This.  Calling it mid-way between red/orange or crimson/orange or whatever fluff bit they used at the time was simply marketing 101 ... likely designed to kindly aid those in the fan base who might need some hand holding while they got parts of their minds pigeon holed for collegiate loyalties while incorporating a totally different sports environment into their psyche.

For the most part it seems to have worked well.  For those who dinna need their hands held, it seemed to be much ado about nuttin'

----------


## Bullbear

of course OU fans WANT SO BADLY to see red in the logo.. it doesn't exist.. and the orange doesn't mean there is some OSU tie.. it is the THUNDER LOGO stop trying to make it something else.. and it has orange in it and doesn't have red.. which had NOTHING to do with ANYTHING other than just being orange in the Logo..lol

----------


## Bellaboo

> of course OU fans WANT SO BADLY to see red in the logo.. it doesn't exist.. and the orange doesn't mean there is some OSU tie.. it is the THUNDER LOGO stop trying to make it something else.. and it has orange in it and doesn't have red.. which had NOTHING to do with ANYTHING other than just being orange in the Logo..lol


If I remember correctly, it has NOTHING to do with the logo, but the small pinstrips on the jersey.

----------


## jedicurt

> If I remember correctly, it has NOTHING to do with the logo, but the small pinstrips on the jersey.


you mean the orange and yellow pinstripes?  again, still have yet to see red anywhere

----------


## catcherinthewry

> As an OU fan, I have no problem wearing orange to Thunder games and would love for a game or two to feature a sea of orange. It's a great way to reappropriate the color, so that it is less offensive. ; )


As an OU fan, I haven't worn orange in 30 years and won't start for a Thunder game.  Stick with blue or white.

----------


## Doug Loudenback

Although I got my law degree from OU, my undergrad degree is from OSU. As an OSU grad & fan, I think that a showing of *any* collegiate academic colors would be in extremely bad and divisive form. It should never happen.

----------


## ljbab728

> As an OU fan, I have no problem wearing orange to Thunder games and would love for a game or two to feature a sea of orange. It's a great way to reappropriate the color, so that it is less offensive. ; )

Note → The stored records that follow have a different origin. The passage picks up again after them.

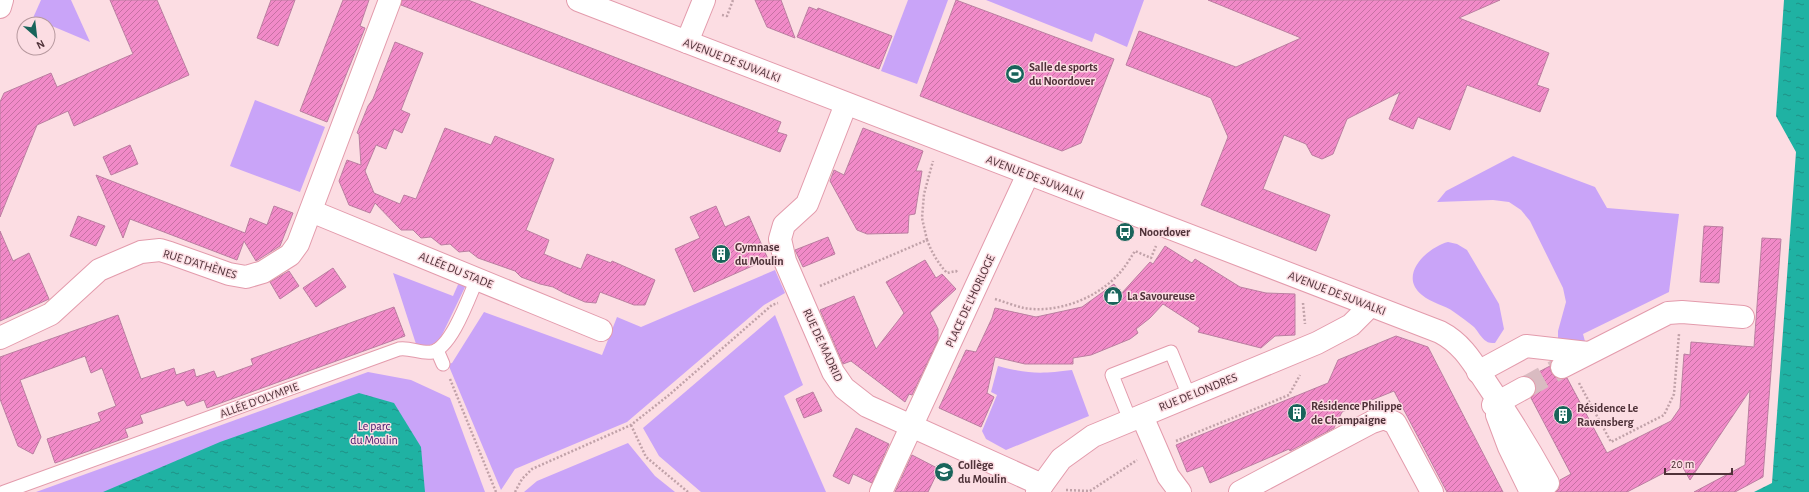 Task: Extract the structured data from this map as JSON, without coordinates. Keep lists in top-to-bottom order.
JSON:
{
  "streets": {
    "street": [
      "AVENUE DE SUWALKI",
      "RUE D'ATHÈNES",
      "ALLÉE DU STADE",
      "PLACE DE L'HORLOGE",
      "RUE DE MADRID",
      "RUE DE LONDRES"
    ],
    "lane": ["ALLÉE D'OLYMPIE"]
  },
  "crossings": [
    ["AVENUE DE SUWALKI", "PLACE DE L'HORLOGE"],
    ["AVENUE DE SUWALKI", "RUE DE MADRID"],
    ["AVENUE DE SUWALKI", "RUE DE LONDRES"],
    ["RUE D'ATHÈNES", "ALLÉE DU STADE"],
    ["PLACE DE L'HORLOGE", "RUE DE MADRID"],
    ["RUE DE MADRID", "RUE DE LONDRES"]
  ],
  "parks": ["Le parc du Moulin"],
  "places": {
    "sports": ["Salle de sports du Noordover"],
    "bus stop": ["Noordover"],
    "building": ["Gymnase du Moulin", "Résidence Philippe de Champaigne", "Résidence Le Ravensberg"],
    "shop": ["La Savoureuse"],
    "school or university": ["Collège du Moulin"]
  },
  "scale_bar": "20 m",
  "north": "bottom right"
}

As someone who went to Norman High School (Orange and Black) and OU (Red and White) I wouldn't have a problem with it but I think the other options are better.

----------


## Bullbear

who knew wearing a certain color would be such a big deal to some people. its laughable

----------


## Just the facts

> who knew wearing a certain color would be such a big deal to some people. its laughable


Bordering on childish.

----------


## jn1780

> who knew wearing a certain color would be such a big deal to some people. its laughable


Couldn't let DoubleEdge win the award for silliest argument of the month you know.

----------


## Urbanized

> Although I got my law degree from OU, my undergrad degree is from OSU. As an OSU grad & fan, I think that a showing of *any* collegiate academic colors would be in extremely bad and divisive form. It should never happen.

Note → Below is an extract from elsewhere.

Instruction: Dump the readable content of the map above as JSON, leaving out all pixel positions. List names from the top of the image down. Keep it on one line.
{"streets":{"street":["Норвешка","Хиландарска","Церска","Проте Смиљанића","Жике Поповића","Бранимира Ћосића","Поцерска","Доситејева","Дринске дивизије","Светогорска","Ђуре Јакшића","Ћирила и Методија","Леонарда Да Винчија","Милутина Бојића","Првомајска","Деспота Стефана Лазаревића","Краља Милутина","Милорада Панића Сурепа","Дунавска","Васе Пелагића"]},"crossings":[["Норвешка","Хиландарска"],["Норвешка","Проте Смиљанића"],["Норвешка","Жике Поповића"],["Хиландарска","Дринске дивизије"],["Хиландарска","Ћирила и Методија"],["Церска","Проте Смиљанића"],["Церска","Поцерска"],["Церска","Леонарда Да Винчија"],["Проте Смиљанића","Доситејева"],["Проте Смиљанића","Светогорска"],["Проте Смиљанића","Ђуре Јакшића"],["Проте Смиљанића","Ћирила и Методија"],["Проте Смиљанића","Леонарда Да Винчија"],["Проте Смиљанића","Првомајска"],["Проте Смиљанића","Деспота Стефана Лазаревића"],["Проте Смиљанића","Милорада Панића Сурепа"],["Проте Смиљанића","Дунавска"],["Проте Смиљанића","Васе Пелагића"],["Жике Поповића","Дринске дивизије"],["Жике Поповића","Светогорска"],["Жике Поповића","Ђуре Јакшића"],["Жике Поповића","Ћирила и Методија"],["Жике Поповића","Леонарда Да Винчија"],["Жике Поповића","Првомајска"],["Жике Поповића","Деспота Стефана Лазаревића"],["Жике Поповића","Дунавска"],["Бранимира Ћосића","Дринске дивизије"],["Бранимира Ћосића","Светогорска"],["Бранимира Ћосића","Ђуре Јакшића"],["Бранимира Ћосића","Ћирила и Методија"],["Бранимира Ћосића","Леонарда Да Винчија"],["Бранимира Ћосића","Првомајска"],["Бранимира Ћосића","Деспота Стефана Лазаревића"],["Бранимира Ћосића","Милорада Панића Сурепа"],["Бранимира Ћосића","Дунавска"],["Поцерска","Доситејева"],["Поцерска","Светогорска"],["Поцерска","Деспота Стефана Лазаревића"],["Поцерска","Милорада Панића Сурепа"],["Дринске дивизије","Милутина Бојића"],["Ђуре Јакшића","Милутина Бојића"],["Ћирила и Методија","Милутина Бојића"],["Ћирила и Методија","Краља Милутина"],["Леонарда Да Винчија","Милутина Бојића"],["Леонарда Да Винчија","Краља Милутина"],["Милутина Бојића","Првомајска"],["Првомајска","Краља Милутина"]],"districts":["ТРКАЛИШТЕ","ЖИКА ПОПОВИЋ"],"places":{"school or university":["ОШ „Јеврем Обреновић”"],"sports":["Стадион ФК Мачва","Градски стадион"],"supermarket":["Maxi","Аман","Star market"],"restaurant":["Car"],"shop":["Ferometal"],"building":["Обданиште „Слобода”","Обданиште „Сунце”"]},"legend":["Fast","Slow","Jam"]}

That's my feeling too. Not that I won't happily sell the orange shirts to whoever is buying, but when I've been told by folks that they're specifically buying orange to show their OSU pride in the arena and to stand out from the other Thunder fans, it struck me that they were missing the point of everything that Thunder basketball has stood for to date.

----------


## Bullbear

> That's my feeling too. Not that I won't happily sell the orange shirts to whoever is buying, but when I've been told by folks that they're specifically buying orange to show their OSU pride in the arena and to stand out from the other Thunder fans, it struck me that they were missing the point of everything that Thunder basketball has stood for to date.


I have worn an Orange Shirt to the Thunder games. It has nothing to do with showing OSU pride. it clearly says THUNDER on it.. its a cool shirt and different than every other Thunder shirt.. tying a Thunder shirt to OSU or OU or any team other than THUNDER is silly. I guess I just don't get it. That a THUNDER shirt that happens to be orange or whatever color would be some contraversy tied to Collegiant sports.. silly

----------


## onthestrip

> That's my feeling too. Not that I won't happily sell the orange shirts to whoever is buying, but when I've been told by folks that they're specifically buying orange to show their OSU pride in the arena and to stand out from the other Thunder fans, it struck me that they were missing the point of everything that Thunder basketball has stood for to date.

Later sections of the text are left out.